* [Instructions for the task]:
Go through the listing below from its first line and repeat each line exactly, ending at the line containing "filter:drop-shadow(0 0 2px" and including it.

* [Excerpted data]:
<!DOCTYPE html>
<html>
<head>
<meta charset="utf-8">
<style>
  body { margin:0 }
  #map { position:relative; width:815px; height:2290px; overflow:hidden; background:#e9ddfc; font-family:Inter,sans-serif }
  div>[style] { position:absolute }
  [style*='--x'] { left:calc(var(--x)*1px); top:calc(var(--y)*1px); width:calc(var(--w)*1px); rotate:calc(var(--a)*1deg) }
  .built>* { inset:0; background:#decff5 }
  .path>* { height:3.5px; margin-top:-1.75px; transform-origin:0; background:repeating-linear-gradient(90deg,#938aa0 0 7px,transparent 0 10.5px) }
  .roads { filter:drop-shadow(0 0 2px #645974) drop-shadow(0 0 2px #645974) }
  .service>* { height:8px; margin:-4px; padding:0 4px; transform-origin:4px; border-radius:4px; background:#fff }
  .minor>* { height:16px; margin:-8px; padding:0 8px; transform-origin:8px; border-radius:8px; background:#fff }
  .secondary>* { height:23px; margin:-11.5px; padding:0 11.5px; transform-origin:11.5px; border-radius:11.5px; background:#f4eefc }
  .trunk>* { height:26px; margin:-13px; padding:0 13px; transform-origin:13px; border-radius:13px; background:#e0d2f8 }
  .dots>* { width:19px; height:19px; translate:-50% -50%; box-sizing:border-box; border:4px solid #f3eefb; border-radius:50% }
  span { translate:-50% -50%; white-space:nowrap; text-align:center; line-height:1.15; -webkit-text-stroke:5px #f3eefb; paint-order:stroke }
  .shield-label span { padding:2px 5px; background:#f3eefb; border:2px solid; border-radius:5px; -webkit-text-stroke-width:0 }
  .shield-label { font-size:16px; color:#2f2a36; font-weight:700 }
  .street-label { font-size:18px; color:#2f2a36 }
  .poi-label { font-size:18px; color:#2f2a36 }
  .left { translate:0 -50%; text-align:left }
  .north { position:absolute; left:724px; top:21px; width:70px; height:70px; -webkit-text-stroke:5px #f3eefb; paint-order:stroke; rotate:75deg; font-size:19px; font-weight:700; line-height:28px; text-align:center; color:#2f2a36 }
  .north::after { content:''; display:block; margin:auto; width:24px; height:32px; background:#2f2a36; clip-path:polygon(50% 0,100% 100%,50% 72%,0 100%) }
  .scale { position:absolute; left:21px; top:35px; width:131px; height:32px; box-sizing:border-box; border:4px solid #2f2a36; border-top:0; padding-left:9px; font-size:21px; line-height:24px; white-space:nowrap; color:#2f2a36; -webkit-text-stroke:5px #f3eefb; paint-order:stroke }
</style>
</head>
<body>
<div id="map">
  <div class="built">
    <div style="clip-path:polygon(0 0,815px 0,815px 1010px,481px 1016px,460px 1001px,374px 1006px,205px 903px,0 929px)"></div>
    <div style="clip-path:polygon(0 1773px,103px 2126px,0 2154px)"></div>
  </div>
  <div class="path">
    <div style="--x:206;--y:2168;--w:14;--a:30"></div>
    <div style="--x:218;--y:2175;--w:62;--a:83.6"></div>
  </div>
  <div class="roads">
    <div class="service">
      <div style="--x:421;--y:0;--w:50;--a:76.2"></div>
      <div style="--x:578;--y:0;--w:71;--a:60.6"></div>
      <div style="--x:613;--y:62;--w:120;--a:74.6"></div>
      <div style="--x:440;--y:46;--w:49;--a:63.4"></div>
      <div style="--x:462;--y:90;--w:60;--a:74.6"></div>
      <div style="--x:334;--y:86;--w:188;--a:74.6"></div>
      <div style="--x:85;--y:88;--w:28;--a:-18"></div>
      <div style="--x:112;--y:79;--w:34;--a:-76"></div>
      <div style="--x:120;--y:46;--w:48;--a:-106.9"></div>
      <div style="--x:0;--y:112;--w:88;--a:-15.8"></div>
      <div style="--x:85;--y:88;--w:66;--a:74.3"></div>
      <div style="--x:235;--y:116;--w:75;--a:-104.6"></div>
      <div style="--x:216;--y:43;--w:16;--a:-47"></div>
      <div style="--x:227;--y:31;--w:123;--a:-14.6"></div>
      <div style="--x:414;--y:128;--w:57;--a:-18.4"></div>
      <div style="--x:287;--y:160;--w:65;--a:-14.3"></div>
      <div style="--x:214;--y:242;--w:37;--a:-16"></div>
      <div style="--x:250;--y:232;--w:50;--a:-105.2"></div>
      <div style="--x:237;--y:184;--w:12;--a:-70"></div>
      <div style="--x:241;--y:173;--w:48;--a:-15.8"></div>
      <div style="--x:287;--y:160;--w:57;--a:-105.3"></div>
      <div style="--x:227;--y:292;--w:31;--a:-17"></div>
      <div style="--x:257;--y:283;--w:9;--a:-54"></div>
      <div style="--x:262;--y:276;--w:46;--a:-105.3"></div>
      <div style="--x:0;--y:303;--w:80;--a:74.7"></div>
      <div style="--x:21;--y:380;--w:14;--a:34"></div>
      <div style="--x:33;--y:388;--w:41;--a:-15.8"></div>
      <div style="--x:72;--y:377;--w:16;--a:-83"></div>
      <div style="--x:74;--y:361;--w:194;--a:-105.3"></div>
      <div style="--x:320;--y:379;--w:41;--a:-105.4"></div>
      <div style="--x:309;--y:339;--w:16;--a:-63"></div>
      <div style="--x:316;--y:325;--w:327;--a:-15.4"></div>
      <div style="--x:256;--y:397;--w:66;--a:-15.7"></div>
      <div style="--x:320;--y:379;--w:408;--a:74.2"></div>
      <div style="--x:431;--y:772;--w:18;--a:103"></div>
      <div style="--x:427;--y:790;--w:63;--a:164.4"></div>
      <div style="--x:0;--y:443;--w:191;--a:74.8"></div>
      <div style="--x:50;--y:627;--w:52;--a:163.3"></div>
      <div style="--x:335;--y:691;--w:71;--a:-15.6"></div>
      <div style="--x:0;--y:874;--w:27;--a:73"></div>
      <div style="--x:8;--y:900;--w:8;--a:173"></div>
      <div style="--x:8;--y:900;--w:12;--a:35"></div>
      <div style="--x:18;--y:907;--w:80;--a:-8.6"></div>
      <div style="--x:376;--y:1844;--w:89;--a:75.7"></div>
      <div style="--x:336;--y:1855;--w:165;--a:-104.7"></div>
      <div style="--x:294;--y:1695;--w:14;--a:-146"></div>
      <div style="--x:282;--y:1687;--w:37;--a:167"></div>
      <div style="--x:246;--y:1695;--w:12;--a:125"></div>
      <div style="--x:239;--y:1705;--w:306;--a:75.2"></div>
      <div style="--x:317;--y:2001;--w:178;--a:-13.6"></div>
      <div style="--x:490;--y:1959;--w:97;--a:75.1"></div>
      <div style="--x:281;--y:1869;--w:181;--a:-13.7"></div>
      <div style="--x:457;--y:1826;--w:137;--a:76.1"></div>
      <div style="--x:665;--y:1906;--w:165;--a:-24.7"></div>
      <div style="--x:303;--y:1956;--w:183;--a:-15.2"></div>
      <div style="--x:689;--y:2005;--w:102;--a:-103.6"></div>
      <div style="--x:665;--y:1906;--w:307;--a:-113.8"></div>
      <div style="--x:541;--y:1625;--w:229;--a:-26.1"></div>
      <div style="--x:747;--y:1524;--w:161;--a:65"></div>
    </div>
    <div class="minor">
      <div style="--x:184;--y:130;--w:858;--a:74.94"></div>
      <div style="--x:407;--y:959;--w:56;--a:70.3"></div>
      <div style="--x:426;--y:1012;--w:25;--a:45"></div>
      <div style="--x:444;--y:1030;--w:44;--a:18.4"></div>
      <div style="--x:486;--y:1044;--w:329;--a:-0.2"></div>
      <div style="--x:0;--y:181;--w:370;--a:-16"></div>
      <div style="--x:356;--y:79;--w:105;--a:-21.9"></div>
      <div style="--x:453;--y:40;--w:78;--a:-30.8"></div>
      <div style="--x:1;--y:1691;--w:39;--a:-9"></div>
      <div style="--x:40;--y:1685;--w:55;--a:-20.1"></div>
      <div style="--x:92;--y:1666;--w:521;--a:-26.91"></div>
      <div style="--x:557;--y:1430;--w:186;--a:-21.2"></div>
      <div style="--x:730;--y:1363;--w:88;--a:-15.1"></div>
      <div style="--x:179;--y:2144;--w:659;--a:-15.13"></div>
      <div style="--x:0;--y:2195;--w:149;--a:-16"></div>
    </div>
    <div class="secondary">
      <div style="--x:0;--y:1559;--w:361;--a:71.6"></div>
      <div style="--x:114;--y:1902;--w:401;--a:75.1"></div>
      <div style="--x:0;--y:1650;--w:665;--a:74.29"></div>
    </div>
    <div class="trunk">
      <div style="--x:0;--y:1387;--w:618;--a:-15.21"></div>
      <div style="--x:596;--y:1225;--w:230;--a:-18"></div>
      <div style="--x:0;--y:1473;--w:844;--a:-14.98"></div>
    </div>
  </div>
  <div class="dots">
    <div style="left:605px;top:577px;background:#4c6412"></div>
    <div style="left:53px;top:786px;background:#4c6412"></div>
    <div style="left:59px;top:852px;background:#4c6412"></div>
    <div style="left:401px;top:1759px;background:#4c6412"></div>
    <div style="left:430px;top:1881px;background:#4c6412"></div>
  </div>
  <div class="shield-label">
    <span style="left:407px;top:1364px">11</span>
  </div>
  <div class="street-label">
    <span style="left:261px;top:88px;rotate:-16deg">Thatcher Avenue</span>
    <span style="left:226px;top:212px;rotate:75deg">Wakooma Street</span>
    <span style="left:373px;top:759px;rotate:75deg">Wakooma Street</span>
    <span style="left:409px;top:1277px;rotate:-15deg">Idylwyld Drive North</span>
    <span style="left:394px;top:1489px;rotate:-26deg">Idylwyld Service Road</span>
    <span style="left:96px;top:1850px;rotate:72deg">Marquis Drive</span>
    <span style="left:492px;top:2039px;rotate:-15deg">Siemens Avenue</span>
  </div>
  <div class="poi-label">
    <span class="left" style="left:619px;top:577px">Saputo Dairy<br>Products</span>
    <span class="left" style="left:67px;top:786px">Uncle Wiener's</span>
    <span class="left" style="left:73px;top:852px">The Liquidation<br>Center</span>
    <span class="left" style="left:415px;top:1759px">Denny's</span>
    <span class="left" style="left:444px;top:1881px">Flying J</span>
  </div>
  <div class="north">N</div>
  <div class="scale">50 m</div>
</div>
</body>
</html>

* [Task answer]:
<!DOCTYPE html>
<html>
<head>
<meta charset="utf-8">
<style>
  body { margin:0 }
  #map { position:relative; width:815px; height:2290px; overflow:hidden; background:#e9ddfc; font-family:Inter,sans-serif }
  div>[style] { position:absolute }
  [style*='--x'] { left:calc(var(--x)*1px); top:calc(var(--y)*1px); width:calc(var(--w)*1px); rotate:calc(var(--a)*1deg) }
  .built>* { inset:0; background:#decff5 }
  .path>* { height:3.5px; margin-top:-1.75px; transform-origin:0; background:repeating-linear-gradient(90deg,#938aa0 0 7px,transparent 0 10.5px) }
  .roads { filter:drop-shadow(0 0 2px #645974) drop-shadow(0 0 2px #645974) }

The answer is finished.